Send back exactly the lines from the opening line of the records below through the one with "const c = document.querySelector('canvas').getContext('2d');".
----- The input
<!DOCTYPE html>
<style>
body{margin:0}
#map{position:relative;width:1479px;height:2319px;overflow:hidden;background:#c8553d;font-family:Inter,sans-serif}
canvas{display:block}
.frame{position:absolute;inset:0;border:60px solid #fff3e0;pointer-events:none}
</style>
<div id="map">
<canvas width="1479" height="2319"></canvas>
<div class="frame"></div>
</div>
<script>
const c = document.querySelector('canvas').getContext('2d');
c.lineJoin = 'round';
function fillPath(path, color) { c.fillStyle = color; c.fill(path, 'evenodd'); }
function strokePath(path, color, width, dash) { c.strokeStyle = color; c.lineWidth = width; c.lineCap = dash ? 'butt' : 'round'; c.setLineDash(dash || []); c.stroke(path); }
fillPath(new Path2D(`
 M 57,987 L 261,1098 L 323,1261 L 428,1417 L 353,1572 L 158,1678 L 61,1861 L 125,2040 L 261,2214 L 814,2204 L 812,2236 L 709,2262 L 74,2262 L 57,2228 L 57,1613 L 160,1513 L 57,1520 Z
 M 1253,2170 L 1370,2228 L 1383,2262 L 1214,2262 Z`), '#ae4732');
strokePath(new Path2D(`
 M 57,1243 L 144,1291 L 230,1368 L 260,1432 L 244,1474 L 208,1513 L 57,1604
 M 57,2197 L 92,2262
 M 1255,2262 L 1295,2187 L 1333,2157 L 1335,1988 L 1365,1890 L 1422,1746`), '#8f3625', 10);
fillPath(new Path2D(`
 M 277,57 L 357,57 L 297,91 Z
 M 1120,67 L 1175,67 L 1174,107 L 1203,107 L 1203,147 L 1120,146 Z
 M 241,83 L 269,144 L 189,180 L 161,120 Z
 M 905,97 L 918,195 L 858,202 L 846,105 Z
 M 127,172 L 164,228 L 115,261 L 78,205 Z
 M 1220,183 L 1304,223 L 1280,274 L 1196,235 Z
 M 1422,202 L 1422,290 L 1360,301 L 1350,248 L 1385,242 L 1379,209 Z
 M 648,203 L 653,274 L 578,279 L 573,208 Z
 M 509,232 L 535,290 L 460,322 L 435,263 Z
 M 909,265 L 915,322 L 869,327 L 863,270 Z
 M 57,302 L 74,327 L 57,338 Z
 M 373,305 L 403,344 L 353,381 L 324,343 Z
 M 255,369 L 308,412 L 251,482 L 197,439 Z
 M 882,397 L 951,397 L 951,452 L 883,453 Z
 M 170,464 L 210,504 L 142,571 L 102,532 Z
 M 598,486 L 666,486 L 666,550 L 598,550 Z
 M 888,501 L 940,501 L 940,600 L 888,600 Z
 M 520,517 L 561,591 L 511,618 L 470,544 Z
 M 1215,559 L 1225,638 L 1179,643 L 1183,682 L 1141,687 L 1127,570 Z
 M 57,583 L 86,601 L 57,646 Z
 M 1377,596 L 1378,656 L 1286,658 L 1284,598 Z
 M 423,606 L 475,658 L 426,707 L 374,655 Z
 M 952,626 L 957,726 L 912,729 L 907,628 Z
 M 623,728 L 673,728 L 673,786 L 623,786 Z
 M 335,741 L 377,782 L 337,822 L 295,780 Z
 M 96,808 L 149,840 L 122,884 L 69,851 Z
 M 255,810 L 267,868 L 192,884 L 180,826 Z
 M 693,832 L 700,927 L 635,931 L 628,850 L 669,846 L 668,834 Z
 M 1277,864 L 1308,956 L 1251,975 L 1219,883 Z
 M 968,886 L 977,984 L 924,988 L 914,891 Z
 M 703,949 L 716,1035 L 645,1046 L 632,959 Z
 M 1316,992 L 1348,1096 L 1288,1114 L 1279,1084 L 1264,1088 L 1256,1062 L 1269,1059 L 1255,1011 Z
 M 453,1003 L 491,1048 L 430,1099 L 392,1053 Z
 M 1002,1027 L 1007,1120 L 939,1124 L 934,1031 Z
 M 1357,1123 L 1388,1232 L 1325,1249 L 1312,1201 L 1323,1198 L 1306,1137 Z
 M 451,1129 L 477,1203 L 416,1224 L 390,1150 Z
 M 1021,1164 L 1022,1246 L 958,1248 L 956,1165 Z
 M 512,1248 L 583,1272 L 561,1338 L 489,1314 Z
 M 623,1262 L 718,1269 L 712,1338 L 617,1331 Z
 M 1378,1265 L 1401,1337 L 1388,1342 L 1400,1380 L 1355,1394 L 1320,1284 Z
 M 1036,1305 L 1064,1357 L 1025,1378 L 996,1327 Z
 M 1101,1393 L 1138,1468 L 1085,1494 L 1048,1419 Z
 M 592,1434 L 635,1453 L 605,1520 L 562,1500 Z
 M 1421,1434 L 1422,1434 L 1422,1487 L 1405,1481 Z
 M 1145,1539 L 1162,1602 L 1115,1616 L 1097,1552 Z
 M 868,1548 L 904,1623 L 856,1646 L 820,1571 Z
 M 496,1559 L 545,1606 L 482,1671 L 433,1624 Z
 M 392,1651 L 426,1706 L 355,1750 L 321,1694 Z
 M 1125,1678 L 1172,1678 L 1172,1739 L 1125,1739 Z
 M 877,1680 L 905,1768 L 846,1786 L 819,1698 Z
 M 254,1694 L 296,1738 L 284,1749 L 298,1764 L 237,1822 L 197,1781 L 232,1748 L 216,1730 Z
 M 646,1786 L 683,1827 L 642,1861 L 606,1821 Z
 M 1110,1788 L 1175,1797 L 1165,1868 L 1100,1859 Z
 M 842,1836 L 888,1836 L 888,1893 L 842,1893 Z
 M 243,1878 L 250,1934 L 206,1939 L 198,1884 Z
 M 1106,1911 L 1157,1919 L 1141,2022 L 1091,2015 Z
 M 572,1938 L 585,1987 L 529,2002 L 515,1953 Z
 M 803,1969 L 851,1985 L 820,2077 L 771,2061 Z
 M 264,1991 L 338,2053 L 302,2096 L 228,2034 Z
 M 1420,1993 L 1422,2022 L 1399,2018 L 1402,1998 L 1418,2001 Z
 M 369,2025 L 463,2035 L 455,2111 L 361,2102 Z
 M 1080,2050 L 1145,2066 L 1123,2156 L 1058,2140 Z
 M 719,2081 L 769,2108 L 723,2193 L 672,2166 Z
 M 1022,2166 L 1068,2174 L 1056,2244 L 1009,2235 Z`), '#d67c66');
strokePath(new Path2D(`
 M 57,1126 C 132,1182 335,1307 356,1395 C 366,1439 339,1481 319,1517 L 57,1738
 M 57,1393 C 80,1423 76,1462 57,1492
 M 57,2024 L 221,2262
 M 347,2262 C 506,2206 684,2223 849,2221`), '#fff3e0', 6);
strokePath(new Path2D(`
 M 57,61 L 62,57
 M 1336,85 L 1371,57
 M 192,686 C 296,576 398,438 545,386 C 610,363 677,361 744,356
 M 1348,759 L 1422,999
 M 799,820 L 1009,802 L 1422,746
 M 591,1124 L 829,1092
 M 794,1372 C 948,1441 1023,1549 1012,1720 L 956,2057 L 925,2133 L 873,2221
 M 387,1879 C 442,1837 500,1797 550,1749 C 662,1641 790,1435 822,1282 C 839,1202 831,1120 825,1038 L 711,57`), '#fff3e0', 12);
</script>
----------
* Answer to this exercise:
<!DOCTYPE html>
<style>
body{margin:0}
#map{position:relative;width:1479px;height:2319px;overflow:hidden;background:#c8553d;font-family:Inter,sans-serif}
canvas{display:block}
.frame{position:absolute;inset:0;border:60px solid #fff3e0;pointer-events:none}
</style>
<div id="map">
<canvas width="1479" height="2319"></canvas>
<div class="frame"></div>
</div>
<script>
const c = document.querySelector('canvas').getContext('2d');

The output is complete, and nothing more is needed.